Work instructions
Give again every line from the one with "Please mark all" through the last line of the data, exactly, and leave out the lines before it.

Material provided

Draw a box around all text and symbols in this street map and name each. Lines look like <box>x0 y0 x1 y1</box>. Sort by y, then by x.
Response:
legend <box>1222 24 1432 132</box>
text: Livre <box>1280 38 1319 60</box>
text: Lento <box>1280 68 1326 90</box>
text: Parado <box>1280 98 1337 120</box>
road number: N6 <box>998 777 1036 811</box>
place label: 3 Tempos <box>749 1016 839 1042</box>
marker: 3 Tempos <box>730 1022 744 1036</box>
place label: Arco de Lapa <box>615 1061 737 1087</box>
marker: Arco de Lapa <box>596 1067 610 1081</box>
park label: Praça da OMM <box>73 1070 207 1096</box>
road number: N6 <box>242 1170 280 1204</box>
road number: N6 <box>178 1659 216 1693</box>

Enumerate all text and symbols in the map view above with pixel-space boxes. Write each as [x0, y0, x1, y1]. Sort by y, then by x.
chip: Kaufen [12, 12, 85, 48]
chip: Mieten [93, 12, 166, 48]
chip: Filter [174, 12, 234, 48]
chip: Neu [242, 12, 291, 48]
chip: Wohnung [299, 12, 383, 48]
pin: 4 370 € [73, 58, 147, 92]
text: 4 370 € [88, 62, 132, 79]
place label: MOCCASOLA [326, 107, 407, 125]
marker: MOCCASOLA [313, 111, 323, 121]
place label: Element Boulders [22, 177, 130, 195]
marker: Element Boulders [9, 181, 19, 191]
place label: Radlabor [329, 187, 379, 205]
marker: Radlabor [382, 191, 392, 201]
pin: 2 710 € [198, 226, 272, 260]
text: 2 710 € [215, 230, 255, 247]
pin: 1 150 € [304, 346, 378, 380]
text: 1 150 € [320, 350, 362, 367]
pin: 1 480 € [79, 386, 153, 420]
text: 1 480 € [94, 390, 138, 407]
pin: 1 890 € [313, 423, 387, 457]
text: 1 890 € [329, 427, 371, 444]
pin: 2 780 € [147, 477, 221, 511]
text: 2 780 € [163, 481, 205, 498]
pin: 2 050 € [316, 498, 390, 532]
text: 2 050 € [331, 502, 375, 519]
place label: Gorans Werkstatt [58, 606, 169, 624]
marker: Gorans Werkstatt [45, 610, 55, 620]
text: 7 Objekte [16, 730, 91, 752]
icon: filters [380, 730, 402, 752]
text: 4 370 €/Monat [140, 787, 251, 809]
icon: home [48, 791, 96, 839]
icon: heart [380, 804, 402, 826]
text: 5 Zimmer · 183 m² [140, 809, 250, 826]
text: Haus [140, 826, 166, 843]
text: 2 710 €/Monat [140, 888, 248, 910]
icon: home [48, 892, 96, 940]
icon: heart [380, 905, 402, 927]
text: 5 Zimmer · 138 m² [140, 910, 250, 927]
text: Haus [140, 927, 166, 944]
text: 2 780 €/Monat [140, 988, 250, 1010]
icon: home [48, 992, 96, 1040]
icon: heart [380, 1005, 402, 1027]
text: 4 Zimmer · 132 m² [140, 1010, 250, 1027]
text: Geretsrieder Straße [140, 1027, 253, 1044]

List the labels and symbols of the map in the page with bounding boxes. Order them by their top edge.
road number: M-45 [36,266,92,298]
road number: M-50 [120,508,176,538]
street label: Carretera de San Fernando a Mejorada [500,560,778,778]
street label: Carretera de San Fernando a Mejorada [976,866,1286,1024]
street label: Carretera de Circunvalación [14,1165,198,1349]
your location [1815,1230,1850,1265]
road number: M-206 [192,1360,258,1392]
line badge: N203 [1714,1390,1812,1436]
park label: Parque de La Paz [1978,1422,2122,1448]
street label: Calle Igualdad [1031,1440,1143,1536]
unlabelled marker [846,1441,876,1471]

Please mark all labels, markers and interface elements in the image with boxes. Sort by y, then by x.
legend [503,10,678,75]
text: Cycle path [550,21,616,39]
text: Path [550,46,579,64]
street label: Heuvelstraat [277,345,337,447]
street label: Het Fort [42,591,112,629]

Task response
Please mark all labels, markers and interface elements in the image with boxes. Sort by y, then by x.
legend [503,10,678,75]
text: Cycle path [550,21,616,39]
text: Path [550,46,579,64]
street label: Heuvelstraat [277,345,337,447]
street label: Het Fort [42,591,112,629]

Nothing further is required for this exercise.